Победителя соревнования – Ганса Кригера показывали дольше всех. Смотреть было не на что. Почему-то в его сторону не было выпущено ни одной очереди из автомата, рядом не лег ни один снаряд. Словно немецкое командование заранее знало, что в этой точке находится соотечественник. По своим не стреляют. По всей видимости, Ганс это помнил твердо, потому что всю игру просидел на дне окопчика с автоматом на коленях. То ли молился, то ли страстно болел за своих. Вот только кто для него был «своими» - «герои» или фашисты. Непонятно. И неприятно, что трусость и невмешательство, по мнению организаторов игры, заслуживают уважения. Еще, ведь, гад, и приз получит за сегодняшнюю «победу»! Принципиально больше не буду участвовать в этой игре! Такая несправедливость по отношению к Анжеле, Рафаэлло, Мишелю и Алеше. Да, даже шуты гороховые – Изя с Петей – настоящие герои. Без кавычек и издевок. Не струсили, не отступили и не отсиделись в своих окопчиках. Плевать им было на игру! Люди – дороже!
Я вспомнила поведение «своего» Контроллера, и расстроилась еще больше. Что-то не в порядке с этими шоуменами. Мало того, что они расшатывают психику участников игры, еще и с моральной точки «взрывают» все устои общества. Испокон веков все народы презирали трусов. А здесь – произвели в ранг победителя. Всегда нас учили, что людям нужно помогать, а Контроллеров науськали на невмешательство.
Что-то, какая-то догадка крутилась у меня в мозгу, но никак не хотела оформляться. Нечеткое ощущение надвигающейся беды или серьезных неприятностей накатывало и отходило от моего сердца волнами. Казалось, еще чуть-чуть и я пойму, что меня тревожит... Но в это время дядюшка Снэгг объявил тему учебной части шоу: «Судьба человека во время Второй мировой войны». И пошла документальная информация о моем предке. Я никогда не встречалась с ним в Комнате Памяти. Вернее, видела издали, но не разговаривала.
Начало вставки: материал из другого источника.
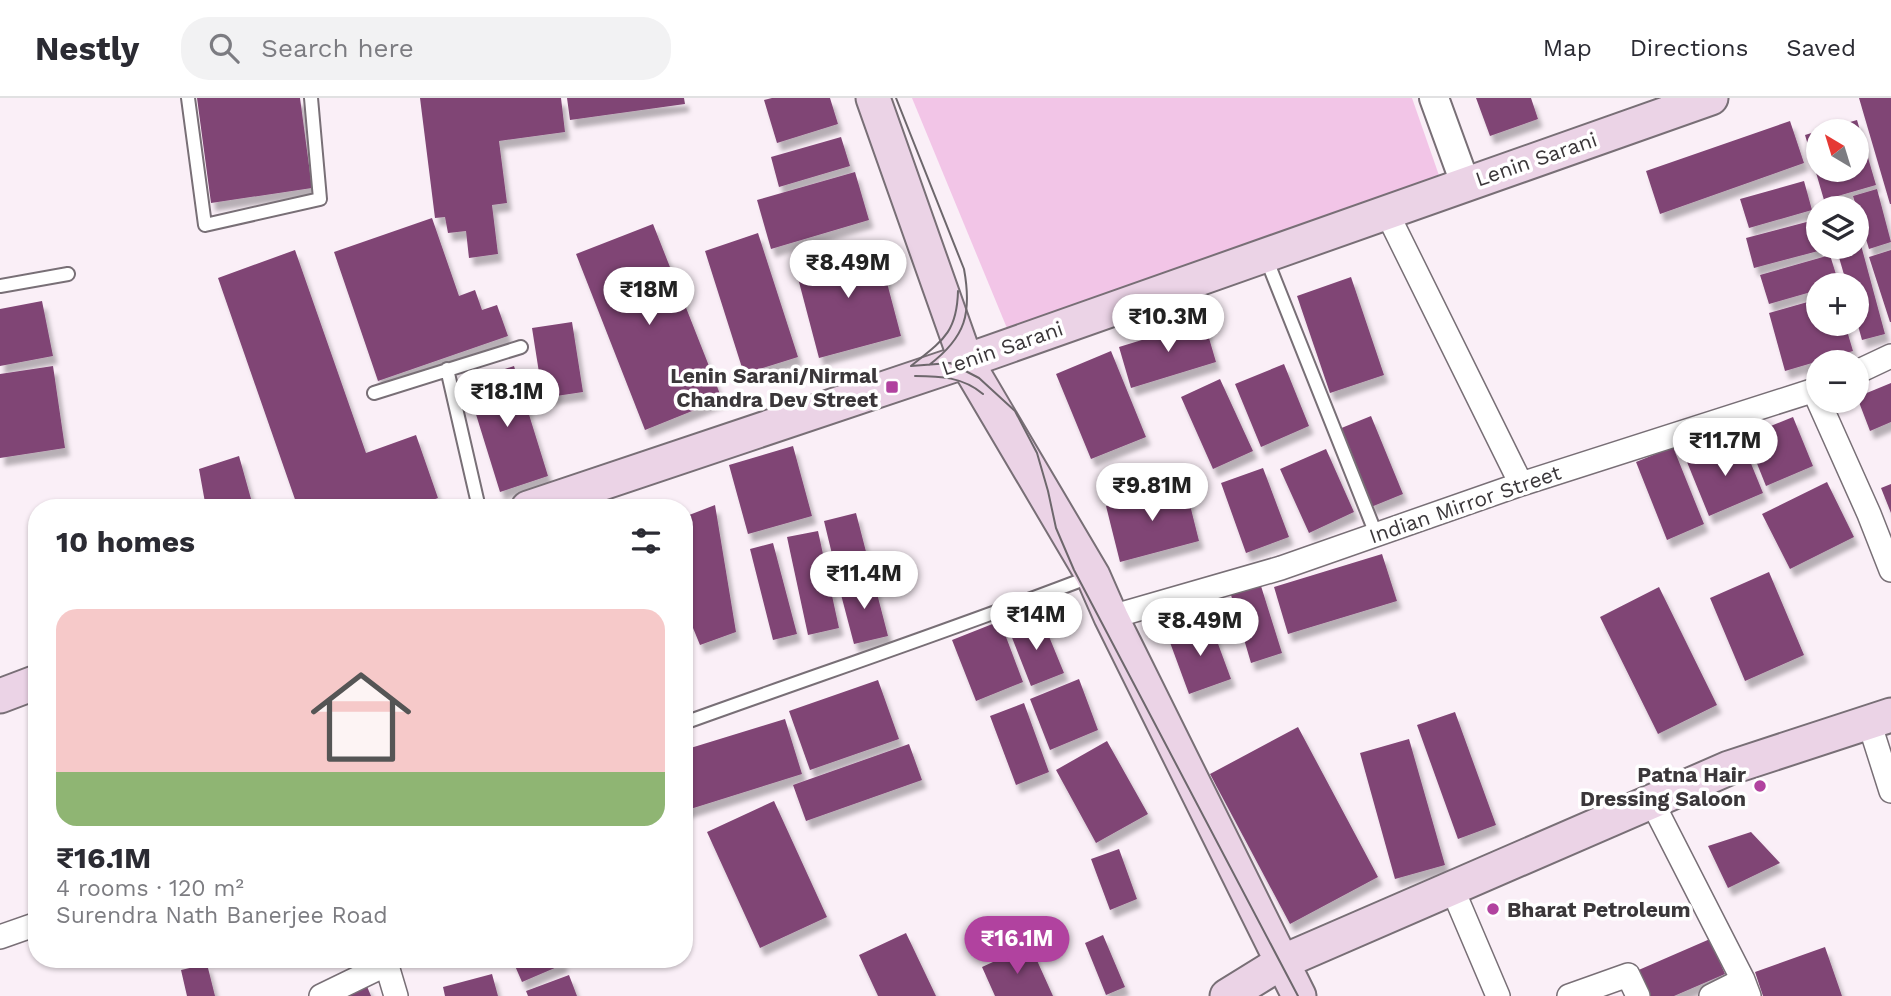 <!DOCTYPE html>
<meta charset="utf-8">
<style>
body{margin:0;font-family:"Work Sans",sans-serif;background:#f2f2f3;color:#2b2b33;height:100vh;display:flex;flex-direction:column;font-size:26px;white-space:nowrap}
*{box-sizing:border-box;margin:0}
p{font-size:23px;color:#7c7c81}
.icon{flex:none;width:38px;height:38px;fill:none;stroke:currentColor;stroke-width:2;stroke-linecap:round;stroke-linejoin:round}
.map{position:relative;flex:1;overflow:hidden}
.sheet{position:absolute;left:28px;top:401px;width:665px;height:469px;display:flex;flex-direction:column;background:#fff;border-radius:28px;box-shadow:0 2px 5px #0004}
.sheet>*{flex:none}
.needle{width:46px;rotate:322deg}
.fabs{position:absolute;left:1806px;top:21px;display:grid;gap:14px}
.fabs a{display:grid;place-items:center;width:63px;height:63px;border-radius:50%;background:#fff;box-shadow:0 2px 5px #0004;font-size:35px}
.price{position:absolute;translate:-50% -60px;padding:0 16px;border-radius:24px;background:#fff;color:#222;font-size:23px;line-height:46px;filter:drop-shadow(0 2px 4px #0008)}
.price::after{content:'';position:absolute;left:50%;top:42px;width:21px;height:16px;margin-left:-10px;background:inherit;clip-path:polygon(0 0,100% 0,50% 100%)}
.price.active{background:#b1429f;color:#fff}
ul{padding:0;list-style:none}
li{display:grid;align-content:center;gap:14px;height:371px;padding:0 28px}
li+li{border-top:2px solid #e1e1e2}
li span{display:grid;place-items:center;height:217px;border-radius:21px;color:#555}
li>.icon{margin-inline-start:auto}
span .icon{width:126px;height:126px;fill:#fffc;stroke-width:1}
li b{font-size:30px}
h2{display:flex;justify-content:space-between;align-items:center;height:84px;padding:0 28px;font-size:30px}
header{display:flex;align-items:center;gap:42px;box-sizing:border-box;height:98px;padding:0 35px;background:#fff;border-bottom:2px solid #e1e1e2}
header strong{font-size:33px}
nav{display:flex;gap:38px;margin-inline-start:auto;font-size:24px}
.search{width:490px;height:63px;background:#f2f2f3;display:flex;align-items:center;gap:18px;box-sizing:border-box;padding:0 24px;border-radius:28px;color:#7c7c81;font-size:26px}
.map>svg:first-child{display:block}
.green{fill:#f2c5e7}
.building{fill:#804575;filter:url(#shadow)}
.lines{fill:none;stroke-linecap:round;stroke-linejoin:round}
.service-casing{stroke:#786f76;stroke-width:16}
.minor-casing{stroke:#786f76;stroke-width:26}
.tertiary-casing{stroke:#786f76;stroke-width:32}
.secondary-casing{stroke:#786f76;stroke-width:37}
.service{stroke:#fff;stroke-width:12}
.minor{stroke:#fff;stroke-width:23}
.tertiary{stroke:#fff;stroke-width:28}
.secondary{stroke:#ebd3e6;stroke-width:33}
.tram{stroke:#6d676c;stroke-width:2}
.poi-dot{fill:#b1429f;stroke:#fff;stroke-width:2.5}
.labels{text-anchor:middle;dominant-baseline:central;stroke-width:7;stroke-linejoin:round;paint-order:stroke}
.street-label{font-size:21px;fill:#3b373a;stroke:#fff}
.poi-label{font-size:21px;font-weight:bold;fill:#3b373a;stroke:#fff;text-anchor:end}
</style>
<header>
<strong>Nestly</strong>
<div class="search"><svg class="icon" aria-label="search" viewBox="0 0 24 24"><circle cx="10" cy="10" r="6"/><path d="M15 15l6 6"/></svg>Search here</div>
<nav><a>Map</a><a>Directions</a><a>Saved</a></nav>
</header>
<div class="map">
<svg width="1891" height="898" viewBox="0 0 1891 898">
<defs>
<filter id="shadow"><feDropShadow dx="4.5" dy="8" stdDeviation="2" flood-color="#0004"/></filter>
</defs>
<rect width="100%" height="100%" fill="#faeff7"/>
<!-- green -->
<path class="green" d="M912 0H1412L1442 86 1009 235Z"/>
<!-- building -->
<path class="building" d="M197 0H300L312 90 211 105Z
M420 0H561L565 34 499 43 507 105 492 107 498 156 469 160 466 133 448 135 445 119 435 120Z
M567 0H684L685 6 570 22Z
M772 0H830L838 26 777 45 764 2Z
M1476 0H1531L1538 21 1490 38Z
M1859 0H1891V106H1890Z
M1857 22 1876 87 1824 102 1805 37 1818 33V72H1857V33H1819Z
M1790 23 1804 65 1660 116 1646 73Z
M841 39 850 68 779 89 771 59Z
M855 74 869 122 771 151 757 102Z
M1804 83 1812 112 1749 130 1740 101Z
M1877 91 1891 144 1869 151 1853 98Z
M1849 102 1851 110H1824Z
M432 120 459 198 475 192 482 212 497 207 508 238 378 283 334 154Z
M1814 122 1818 149 1822 152 1754 170 1746 140Z
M653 126 722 301 645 332 576 156Z
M758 135 798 259 744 276 705 153Z
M1858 136 1885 236 1862 242 1857 224V187H1847L1836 149H1857Z
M876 143 901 238 819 260 794 165Z
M295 152 366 355 416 337 438 400 411 410H298L218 180Z
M1891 152V224H1890L1869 159Z
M1830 157 1839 186 1818 187V192L1769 206 1760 177Z
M1351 179 1384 277 1330 295 1297 198Z
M1818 201V226H1845L1853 253 1785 273 1769 215Z
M42 203 53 258 0 268V211Z
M1204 223 1216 264 1131 290 1119 249Z
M572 224 583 294 543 300 532 230Z
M1111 253 1146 339 1091 361 1056 276Z
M1284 266 1309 328 1261 349 1235 286Z
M53 268 65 350 0 360V276Z
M514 268 548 378 500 394 466 284Z
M1220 281 1253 353 1213 371 1181 299Z
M1891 285V324L1870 333 1857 299Z
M1371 318 1403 396 1371 409 1339 331Z
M1793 319 1813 368 1766 388 1746 338Z
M1741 341 1763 395 1709 418 1687 364Z
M793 348 812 418 748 436 729 367Z
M1673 349 1704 426 1667 442 1636 364Z
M1326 351 1354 414 1309 435 1280 371Z
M239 358 253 408 206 410 199 371Z
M1263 370 1289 439 1246 455 1221 385Z
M1827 384 1854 439 1790 471 1762 416Z
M1891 386V415L1881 390Z
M1185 387 1199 443 1120 464 1106 408Z
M715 407 736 534 700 547 684 508V419Z
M856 415 871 473 838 481 824 423Z
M818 433 839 530 808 537 787 439Z
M773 445 797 536 773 542 750 451Z
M1382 456 1397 503 1288 536 1274 489Z
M1769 474 1804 557 1745 583 1710 500Z
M873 480 888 538 854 546 839 489Z
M1261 488 1282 555 1251 565 1231 497Z
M1659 489 1717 607 1658 636 1600 519Z
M1041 519 1064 575 1031 588 1009 532Z
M1000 523 1023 584 976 603 952 542Z
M1210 524 1231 581 1189 596 1168 539Z
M1079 581 1098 632 1050 652 1030 601Z
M878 582 899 641 810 672 789 613Z
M1024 605 1049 674 1016 687 990 618Z
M1455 614 1496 727 1458 741 1417 627Z
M785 621 802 676 684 713V652Z
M1298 629 1378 779 1290 826 1210 676Z
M1409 641 1445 767 1395 781 1360 655Z
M1107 643 1148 716 1096 745 1056 672Z
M909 646 922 682 806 723 793 687Z
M774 703 827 819 760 850 707 734Z
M1751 734 1780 765 1728 790 1708 748Z
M1119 751 1137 801 1110 812 1091 761Z
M906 835 936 898H878L859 857Z
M1103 837 1125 889 1106 897 1085 845Z
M1710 841 1725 876 1674 898H1644L1634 874Z
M1030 847 1053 898H995L982 869Z
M1825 849 1842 898H1763L1755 874Z
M512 861H562L564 866 522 884Z
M207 866 215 898H187L181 872Z
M492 876 498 898H445L443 889Z
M569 877 577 898H528L526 893Z
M366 886 371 898H338Z"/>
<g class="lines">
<!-- service casing -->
<g class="service-casing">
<path id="service" d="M188 0 205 127 320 101 311 0
M1266 160 1376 436
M0 188 68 176
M447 271 479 410
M374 295 521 249
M684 625C820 576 957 530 1092 478"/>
</g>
<!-- minor casing -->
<g class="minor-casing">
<path id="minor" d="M1386 113 1521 386
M1857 274 1891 258
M1814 293 1869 416 1891 472
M1111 519 1281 470 1521 386 1818 291
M1869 624 1891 693
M1652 704 1743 882
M1452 790 1498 898
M0 839 37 826
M385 861 396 898
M321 898 387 866
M1569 898 1628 877 1638 898
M1711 898 1743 882 1749 898"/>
</g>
<!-- tertiary casing -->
<g class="tertiary-casing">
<path id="tertiary" d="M1434 0 1465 85"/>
</g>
<!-- secondary casing -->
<g class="secondary-casing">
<path id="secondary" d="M873 0 966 263 1093 478 1111 519 1299 898
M528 410 966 263 1711 0
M0 598 37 584
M1227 898 1282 864 1729 670 1891 617"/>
</g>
<!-- service -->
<use href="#service" class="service"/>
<!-- minor -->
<use href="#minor" class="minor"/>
<!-- tertiary -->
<use href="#tertiary" class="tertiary"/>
<!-- secondary -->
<use href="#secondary" class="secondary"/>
<!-- tram -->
<path class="tram" d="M896 0 964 171C972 215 966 239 929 267
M911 268 950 265 979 280 1015 313 1037 355 1048 393 1056 430 1074 472 1298 898
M911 268C942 243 957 235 958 193
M915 278C940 278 963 279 983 296"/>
</g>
<!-- markers -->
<g class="poi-dot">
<rect x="885" y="282" width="14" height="14" rx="3.5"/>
<circle cx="1760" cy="688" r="7"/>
<circle cx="1493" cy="811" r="7"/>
</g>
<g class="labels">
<!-- street labels -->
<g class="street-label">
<text transform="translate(1536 61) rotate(-19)">Lenin Sarani</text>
<text transform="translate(1002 250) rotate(-19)">Lenin Sarani</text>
<text transform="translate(1465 406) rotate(-19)">Indian Mirror Street</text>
</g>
<!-- poi labels -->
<g class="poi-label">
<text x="878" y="277">Lenin Sarani/Nirmal<tspan x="878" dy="24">Chandra Dev Street</tspan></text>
<text x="1746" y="676">Patna Hair<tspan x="1746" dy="24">Dressing Saloon</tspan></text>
<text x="1507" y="811" text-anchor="start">Bharat Petroleum</text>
</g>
</g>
</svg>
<div class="fabs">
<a><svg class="needle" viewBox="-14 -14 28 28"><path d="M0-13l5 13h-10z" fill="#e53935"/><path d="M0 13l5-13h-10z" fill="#7c7c81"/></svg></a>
<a><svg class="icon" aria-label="layers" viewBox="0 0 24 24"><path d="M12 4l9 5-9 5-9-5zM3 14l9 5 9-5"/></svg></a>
<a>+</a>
<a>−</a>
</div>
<b class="price" style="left:848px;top:202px">₹8.49M</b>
<b class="price" style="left:649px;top:229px">₹18M</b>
<b class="price" style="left:1168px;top:256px">₹10.3M</b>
<b class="price" style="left:507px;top:331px">₹18.1M</b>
<b class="price" style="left:1725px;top:380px">₹11.7M</b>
<b class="price" style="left:1152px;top:425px">₹9.81M</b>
<b class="price" style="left:864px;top:513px">₹11.4M</b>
<b class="price" style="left:1036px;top:554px">₹14M</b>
<b class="price" style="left:1200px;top:560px">₹8.49M</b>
<b class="price active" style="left:1017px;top:878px">₹16.1M</b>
<section class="sheet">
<h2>10 homes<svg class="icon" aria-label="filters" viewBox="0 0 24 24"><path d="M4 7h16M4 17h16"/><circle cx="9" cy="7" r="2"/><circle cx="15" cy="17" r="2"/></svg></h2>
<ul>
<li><span style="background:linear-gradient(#f6c9c9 75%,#8fb573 0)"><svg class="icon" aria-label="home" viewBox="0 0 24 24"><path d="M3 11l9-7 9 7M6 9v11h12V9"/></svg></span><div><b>₹16.1M</b><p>4 rooms · 120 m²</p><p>Surendra Nath Banerjee Road</p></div></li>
</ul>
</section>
</div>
Из передачи я узнала, что Михаил Иванович Тихий родился в крестьянской семье недалеко от Сталинграда. У родителей кроме него было еще шестеро детей: четыре сына (Петр, Иван, Борис и Николай) и две дочери (Октябрина и Елена). До войны Михаил окончил школу комбайнеров, собирался поступать в техникум. В армию призван в сентябре 1942 года. Откуда писал домой: «Воюем там, куда летом ездили к девчатам». Снэгг объяснил, что в Красной Армии действовала военная цензура, сотрудники которой просматривали письма, искали «врагов народа» и «диверсантов». Запрещено было указывать географические названия, имена собственные и многое другое. Если попадалось что-то «недозволенное», цензор «вымарывал» это место из письма. Поэтому часто использовали иносказание. В данном случае подразумевался Сталинград. Да, жить в тоталитарном государстве не хотелось. Пришлось бы долго объяснять, кому и куда отправляется сообщение. В результате могло получиться: «На деревню – дедушке».
После боя на Мамаевом Кургане (опять показали момент, когда Михаил выкинул из окопа гранату) мой предок попал в госпиталь. Ничего приятного там не было. Снэгг не поскупился на подробности, описывая состояние медицины того времени. Жутко. Спасали далеко не всех. Но Михаил выжил, несмотря на большую потерю крови. И вернулся в строй. Он погиб позже - в 1944 году на Курской дуге. Пока на экране показывали реконструкцию событий под Прохоровкой, на фоне грохота боя звучал голос моего Предка – строки из последнего письма: «...сидим в окопах. Над нами пролетают снаряды – свои и чужие. И никто не знает, какой попадет в нас. А жить хочется! Очень хочется!»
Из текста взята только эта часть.